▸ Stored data
+++
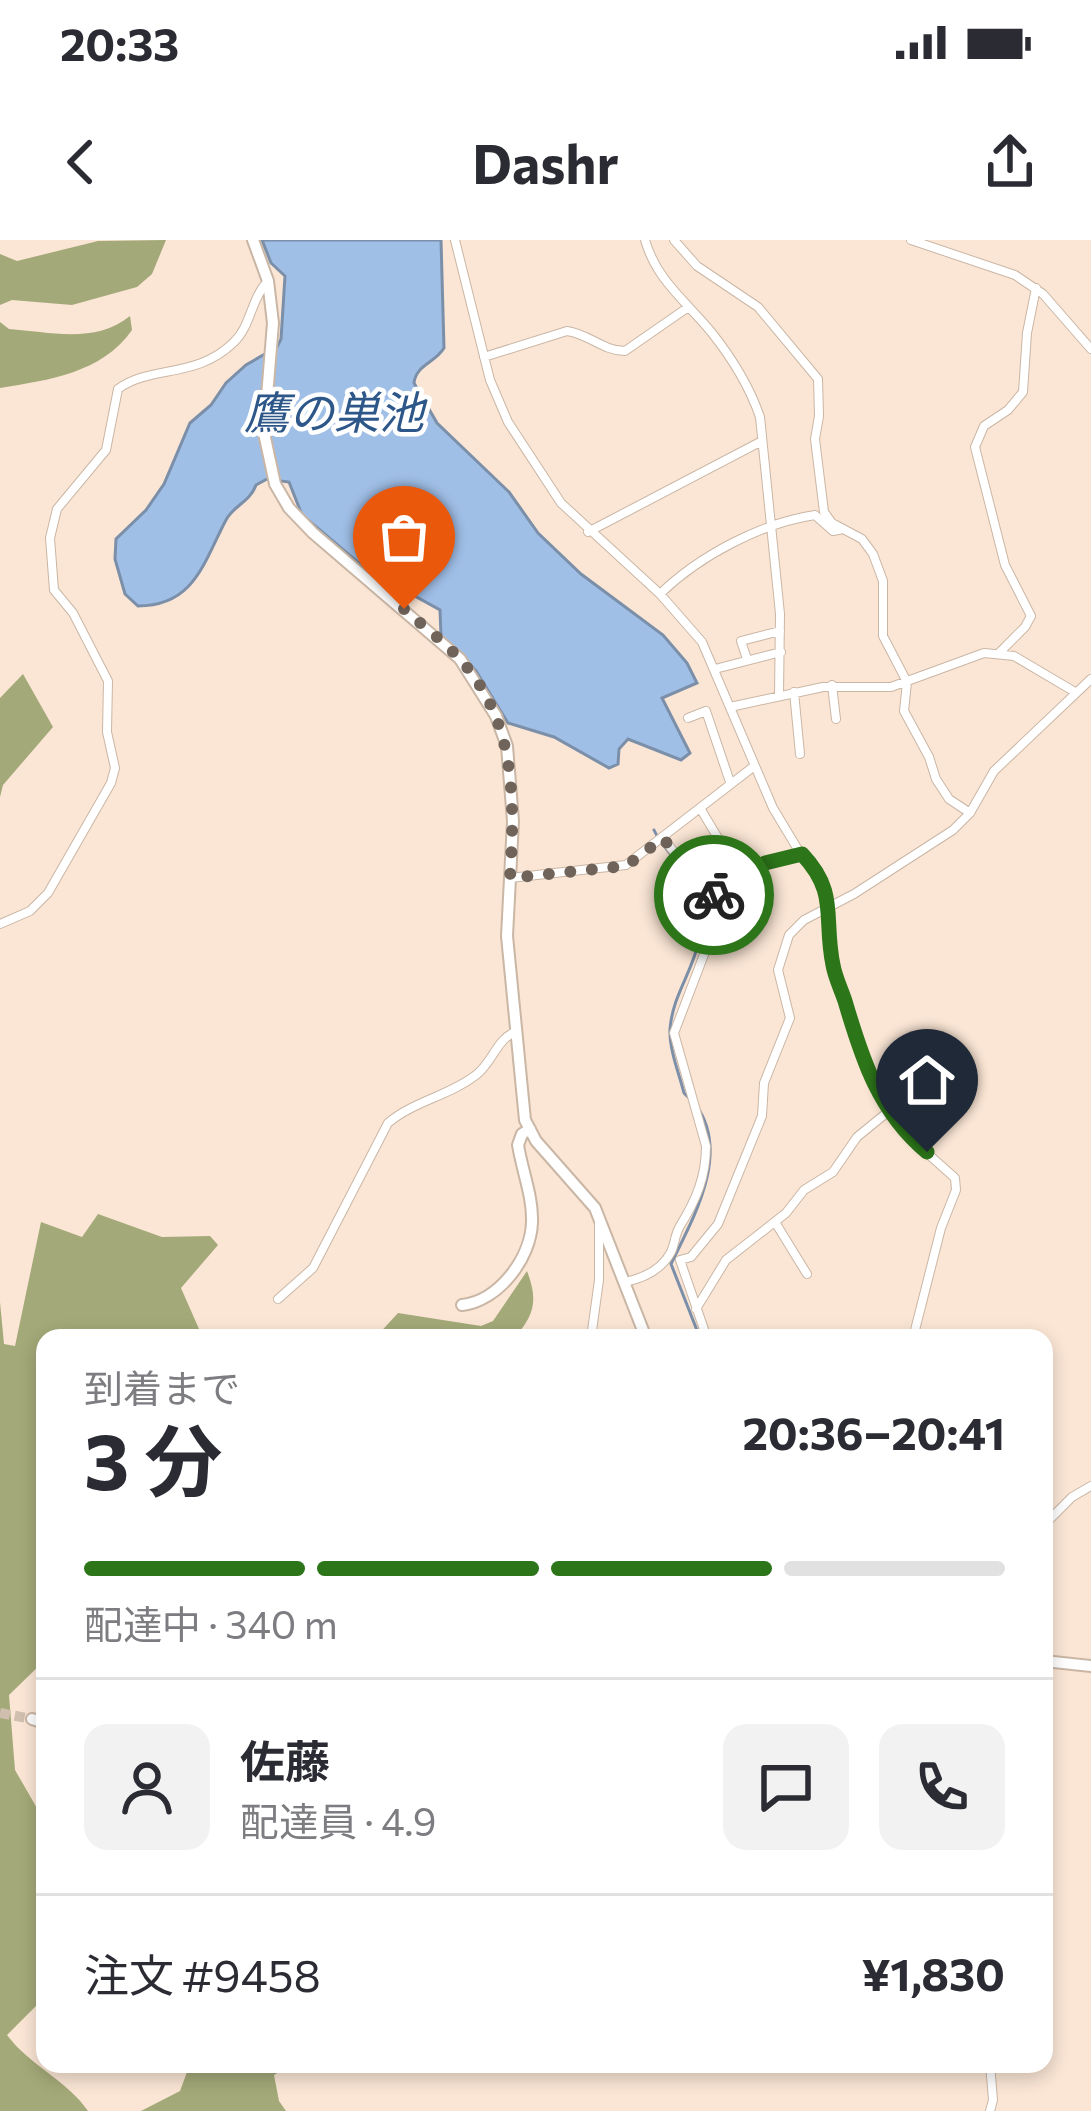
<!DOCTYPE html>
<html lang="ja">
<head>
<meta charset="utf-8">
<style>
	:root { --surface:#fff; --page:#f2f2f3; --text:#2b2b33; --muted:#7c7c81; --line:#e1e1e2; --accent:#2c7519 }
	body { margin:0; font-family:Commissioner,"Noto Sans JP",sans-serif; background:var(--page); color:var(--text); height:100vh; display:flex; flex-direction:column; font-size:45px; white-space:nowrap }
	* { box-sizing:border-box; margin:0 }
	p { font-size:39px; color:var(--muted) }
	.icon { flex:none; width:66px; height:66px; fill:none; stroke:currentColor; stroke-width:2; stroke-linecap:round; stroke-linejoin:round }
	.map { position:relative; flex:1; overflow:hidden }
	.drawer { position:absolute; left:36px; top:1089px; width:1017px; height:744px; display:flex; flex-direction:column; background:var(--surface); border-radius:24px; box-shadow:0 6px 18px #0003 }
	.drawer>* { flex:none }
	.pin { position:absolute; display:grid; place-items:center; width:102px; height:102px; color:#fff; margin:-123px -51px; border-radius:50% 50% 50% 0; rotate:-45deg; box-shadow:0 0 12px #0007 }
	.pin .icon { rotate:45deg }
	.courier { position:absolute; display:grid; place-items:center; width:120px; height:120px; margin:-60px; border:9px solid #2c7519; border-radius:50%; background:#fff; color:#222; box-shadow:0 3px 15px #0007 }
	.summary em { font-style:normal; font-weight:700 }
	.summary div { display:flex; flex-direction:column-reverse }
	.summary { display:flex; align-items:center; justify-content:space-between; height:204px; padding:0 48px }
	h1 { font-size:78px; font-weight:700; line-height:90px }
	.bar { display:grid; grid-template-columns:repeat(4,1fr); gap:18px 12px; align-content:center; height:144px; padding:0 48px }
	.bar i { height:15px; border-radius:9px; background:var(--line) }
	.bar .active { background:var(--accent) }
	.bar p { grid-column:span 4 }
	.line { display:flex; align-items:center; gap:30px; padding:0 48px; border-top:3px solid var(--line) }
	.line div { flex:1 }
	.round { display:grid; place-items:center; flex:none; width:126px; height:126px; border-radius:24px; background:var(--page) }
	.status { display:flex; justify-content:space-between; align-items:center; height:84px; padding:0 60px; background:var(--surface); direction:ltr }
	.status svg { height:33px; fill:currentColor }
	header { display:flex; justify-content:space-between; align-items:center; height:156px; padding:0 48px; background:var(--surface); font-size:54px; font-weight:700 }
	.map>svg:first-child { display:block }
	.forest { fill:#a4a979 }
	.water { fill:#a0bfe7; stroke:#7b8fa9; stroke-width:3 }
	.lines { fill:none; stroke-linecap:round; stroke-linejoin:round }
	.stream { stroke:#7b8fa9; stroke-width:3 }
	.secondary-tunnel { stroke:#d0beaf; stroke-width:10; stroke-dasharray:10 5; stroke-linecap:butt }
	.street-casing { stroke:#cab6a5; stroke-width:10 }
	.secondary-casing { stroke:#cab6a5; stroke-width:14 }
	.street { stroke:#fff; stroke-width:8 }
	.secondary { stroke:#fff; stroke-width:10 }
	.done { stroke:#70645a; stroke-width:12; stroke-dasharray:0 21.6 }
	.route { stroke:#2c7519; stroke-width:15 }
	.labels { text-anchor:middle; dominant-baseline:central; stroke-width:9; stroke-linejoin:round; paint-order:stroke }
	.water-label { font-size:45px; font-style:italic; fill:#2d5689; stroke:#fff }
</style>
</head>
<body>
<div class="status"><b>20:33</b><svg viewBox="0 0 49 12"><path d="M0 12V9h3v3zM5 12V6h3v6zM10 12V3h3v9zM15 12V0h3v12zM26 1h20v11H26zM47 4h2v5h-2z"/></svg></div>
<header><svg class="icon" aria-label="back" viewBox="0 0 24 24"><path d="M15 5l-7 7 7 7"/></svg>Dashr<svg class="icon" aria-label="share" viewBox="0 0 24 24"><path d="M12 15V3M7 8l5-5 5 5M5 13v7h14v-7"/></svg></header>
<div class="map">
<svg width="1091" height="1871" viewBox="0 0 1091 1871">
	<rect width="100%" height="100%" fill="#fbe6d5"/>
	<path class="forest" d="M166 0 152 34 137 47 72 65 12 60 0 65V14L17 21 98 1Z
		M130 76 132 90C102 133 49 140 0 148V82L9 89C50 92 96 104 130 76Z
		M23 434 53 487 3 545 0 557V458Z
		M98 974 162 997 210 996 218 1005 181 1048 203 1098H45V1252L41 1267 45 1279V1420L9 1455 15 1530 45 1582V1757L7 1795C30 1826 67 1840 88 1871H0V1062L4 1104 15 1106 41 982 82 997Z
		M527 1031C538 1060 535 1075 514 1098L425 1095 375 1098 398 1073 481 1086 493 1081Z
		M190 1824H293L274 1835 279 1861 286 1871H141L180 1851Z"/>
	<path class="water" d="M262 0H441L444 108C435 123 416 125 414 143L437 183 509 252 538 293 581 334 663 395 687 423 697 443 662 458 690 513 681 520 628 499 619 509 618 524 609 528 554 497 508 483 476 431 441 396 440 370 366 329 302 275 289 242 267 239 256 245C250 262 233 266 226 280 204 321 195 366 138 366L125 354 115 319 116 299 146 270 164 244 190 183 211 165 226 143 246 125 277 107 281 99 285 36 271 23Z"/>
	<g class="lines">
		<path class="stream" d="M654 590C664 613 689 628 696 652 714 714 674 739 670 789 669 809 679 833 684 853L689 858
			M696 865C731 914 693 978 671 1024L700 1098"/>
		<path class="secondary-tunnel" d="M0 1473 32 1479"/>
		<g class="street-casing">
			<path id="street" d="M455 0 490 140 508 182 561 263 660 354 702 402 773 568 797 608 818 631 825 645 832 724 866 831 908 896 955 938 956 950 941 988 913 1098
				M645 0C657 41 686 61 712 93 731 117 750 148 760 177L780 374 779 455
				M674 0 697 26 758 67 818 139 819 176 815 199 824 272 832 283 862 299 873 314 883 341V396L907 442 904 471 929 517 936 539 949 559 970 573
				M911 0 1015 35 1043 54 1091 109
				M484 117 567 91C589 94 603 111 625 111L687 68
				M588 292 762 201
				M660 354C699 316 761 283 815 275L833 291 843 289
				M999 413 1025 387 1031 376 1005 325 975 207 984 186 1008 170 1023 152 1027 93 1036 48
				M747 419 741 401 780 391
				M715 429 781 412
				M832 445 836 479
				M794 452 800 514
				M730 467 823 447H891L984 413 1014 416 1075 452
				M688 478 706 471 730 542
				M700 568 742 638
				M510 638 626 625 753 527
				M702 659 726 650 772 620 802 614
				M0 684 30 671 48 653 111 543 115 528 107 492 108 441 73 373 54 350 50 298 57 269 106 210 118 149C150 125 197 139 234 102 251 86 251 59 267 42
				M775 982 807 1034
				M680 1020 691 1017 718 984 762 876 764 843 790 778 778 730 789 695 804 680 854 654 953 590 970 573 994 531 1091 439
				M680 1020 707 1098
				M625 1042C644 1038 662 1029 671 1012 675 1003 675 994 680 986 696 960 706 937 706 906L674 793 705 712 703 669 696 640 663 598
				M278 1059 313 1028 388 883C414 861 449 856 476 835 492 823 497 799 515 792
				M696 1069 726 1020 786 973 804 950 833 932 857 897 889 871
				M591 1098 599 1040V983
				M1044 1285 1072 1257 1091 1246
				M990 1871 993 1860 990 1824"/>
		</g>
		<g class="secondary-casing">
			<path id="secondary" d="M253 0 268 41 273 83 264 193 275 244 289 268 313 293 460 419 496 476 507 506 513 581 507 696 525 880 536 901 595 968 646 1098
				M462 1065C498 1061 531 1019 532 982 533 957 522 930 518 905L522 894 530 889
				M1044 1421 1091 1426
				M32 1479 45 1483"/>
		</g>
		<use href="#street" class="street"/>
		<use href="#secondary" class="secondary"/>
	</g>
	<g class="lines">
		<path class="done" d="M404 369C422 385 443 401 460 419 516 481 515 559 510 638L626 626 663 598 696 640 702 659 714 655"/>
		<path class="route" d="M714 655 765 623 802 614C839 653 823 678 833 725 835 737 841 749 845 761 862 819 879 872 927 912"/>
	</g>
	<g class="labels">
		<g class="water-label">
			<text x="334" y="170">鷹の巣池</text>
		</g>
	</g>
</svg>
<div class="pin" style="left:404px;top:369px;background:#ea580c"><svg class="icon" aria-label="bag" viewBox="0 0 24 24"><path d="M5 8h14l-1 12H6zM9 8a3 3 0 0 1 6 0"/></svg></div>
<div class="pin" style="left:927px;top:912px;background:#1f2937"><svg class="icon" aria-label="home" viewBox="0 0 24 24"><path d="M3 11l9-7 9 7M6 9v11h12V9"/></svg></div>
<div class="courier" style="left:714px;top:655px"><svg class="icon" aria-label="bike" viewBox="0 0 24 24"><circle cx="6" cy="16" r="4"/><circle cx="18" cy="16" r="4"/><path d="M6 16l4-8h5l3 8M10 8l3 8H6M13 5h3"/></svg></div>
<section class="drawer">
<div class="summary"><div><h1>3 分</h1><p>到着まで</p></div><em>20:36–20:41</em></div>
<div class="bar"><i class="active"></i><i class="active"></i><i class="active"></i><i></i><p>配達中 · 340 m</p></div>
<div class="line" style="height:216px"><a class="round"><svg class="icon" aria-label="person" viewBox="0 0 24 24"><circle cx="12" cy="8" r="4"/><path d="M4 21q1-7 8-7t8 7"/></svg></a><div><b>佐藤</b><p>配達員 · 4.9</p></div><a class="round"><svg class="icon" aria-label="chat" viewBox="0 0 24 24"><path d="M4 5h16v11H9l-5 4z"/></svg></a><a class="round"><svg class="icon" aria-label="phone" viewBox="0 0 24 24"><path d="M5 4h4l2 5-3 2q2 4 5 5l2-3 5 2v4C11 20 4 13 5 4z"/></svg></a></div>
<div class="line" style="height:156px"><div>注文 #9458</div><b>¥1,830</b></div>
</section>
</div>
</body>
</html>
+++
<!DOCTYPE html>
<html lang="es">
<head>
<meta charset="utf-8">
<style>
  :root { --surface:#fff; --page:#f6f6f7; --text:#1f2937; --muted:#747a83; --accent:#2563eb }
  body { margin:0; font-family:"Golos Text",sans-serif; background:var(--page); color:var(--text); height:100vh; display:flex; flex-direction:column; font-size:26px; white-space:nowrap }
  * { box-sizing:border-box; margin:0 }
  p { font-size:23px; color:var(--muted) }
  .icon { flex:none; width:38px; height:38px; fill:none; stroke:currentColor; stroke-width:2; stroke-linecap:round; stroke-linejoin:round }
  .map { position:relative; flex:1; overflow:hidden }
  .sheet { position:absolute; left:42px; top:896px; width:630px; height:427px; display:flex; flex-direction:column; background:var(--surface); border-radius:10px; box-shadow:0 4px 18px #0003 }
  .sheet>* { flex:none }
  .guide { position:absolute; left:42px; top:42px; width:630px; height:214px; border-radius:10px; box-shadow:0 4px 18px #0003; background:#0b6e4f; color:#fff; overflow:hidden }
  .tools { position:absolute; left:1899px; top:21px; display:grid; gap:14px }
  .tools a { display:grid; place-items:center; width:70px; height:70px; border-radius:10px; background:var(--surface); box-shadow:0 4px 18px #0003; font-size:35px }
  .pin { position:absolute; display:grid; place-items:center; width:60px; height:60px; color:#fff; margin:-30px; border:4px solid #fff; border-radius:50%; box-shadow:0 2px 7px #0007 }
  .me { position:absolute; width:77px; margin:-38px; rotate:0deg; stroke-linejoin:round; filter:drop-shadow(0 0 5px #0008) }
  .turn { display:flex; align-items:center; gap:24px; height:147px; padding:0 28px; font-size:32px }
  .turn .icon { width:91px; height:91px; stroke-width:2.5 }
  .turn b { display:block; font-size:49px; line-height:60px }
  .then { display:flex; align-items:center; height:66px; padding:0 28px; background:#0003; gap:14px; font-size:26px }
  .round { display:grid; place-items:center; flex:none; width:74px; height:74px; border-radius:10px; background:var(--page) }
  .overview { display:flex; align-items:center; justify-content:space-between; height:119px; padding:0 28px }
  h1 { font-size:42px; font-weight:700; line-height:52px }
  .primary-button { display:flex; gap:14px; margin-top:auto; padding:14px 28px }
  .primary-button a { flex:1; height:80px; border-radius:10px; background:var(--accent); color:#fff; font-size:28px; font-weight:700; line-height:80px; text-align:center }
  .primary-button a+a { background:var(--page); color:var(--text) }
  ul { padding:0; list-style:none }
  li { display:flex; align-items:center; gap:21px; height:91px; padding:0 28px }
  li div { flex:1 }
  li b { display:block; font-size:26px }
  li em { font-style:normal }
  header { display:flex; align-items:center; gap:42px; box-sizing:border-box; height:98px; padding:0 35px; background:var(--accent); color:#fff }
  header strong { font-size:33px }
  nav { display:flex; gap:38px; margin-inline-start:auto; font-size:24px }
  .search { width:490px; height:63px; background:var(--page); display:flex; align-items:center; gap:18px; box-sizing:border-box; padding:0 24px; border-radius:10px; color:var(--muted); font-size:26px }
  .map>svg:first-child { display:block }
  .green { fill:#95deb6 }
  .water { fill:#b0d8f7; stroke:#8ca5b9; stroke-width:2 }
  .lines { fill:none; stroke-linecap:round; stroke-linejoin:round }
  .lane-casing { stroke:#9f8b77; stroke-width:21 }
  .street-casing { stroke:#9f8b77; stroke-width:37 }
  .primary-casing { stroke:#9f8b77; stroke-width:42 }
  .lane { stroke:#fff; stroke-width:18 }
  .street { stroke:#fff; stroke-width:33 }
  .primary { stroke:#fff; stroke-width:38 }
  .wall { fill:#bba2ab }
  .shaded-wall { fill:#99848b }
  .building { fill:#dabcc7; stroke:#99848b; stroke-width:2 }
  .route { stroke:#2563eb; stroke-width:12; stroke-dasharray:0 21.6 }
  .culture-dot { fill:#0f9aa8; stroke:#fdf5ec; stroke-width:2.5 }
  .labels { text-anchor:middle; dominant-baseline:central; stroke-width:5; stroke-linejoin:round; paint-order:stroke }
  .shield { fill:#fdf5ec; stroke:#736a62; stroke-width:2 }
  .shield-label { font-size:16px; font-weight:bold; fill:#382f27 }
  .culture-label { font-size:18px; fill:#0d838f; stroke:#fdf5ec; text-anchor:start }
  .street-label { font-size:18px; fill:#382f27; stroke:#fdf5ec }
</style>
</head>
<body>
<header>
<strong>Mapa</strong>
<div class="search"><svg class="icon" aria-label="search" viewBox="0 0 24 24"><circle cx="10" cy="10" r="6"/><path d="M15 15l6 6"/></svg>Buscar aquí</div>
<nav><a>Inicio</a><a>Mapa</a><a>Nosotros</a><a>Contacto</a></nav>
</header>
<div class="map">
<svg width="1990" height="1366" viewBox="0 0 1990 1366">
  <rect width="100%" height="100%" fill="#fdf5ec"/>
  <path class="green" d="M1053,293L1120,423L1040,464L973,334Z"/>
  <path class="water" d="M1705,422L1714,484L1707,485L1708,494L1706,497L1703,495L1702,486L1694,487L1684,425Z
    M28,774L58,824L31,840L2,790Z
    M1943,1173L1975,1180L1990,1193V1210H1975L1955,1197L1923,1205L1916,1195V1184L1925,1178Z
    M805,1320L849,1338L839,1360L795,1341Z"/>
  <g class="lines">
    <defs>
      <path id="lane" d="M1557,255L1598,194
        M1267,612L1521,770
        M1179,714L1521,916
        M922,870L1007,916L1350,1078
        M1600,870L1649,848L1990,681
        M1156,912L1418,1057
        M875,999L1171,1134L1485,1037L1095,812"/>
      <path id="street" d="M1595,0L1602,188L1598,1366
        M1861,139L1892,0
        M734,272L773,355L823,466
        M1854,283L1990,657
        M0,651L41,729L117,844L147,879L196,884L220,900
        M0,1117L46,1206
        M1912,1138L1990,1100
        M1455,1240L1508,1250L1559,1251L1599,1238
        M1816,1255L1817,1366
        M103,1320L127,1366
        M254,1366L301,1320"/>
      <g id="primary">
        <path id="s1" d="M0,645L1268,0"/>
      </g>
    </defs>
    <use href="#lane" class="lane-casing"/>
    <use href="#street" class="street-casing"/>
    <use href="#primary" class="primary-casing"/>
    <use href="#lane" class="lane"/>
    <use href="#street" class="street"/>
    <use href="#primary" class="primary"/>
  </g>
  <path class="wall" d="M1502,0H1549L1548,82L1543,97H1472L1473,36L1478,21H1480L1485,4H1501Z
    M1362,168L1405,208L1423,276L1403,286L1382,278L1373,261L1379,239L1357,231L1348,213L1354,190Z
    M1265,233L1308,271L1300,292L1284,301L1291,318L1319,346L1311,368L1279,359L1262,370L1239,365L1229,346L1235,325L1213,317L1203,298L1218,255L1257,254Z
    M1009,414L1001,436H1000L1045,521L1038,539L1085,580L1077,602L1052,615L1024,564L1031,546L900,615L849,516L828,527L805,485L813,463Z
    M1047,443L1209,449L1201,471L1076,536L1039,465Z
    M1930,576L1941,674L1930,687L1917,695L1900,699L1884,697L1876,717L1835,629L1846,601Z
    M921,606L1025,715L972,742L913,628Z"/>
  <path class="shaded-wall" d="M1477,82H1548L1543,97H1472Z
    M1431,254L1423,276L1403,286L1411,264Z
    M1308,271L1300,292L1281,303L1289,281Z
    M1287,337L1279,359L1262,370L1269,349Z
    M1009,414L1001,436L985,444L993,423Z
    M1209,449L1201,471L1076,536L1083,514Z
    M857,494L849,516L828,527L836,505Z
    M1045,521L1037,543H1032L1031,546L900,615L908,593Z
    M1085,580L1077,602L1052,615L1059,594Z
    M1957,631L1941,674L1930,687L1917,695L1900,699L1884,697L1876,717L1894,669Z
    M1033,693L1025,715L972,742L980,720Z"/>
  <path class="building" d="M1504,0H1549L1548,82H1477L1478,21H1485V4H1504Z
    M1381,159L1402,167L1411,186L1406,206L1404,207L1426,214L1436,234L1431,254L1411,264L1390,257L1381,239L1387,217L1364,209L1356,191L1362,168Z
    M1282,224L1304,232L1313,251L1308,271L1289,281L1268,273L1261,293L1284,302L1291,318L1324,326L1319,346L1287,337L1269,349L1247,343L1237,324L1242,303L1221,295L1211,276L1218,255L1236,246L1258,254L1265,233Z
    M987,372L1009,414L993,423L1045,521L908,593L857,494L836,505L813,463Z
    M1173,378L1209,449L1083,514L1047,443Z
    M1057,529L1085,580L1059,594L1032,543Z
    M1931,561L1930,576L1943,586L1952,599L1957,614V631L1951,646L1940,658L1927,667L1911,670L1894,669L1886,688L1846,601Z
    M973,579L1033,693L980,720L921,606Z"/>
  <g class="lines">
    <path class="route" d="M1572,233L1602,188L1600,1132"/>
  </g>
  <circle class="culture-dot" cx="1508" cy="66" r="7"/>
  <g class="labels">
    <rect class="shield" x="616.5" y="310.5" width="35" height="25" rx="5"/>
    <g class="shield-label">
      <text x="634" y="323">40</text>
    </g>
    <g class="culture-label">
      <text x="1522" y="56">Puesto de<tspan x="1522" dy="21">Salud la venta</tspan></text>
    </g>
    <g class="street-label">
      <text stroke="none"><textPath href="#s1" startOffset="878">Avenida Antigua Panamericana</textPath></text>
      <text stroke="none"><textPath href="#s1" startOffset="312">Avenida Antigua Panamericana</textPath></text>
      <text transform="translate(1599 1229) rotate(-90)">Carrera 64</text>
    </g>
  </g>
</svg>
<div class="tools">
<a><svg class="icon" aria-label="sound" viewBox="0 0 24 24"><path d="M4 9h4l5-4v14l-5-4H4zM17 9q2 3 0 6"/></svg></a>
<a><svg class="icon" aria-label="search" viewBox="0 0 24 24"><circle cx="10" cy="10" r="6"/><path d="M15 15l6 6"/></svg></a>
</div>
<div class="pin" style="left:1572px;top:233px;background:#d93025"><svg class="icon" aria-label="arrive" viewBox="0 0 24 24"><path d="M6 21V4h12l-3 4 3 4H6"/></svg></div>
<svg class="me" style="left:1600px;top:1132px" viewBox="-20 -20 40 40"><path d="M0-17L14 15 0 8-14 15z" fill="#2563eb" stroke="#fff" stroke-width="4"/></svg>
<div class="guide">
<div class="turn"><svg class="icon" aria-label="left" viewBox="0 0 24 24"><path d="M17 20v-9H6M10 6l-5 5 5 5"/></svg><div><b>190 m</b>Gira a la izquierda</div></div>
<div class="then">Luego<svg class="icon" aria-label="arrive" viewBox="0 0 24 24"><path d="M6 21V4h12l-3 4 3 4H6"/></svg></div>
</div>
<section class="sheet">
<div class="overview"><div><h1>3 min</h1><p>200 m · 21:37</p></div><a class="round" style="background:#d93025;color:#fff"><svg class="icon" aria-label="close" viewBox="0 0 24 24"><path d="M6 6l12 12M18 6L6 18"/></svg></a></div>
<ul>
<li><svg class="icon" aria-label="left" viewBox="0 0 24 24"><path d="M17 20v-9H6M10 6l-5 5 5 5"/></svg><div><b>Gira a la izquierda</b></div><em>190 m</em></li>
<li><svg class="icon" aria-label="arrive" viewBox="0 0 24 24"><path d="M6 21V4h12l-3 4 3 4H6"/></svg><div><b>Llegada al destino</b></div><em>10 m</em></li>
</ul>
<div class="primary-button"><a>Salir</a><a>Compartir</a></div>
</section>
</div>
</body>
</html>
+++
▸ Aim of the exercise
For the string "relative", search the preceding data and copy every line that includes it.

▸ Exercise answer
	.map { position:relative; flex:1; overflow:hidden }
  .map { position:relative; flex:1; overflow:hidden }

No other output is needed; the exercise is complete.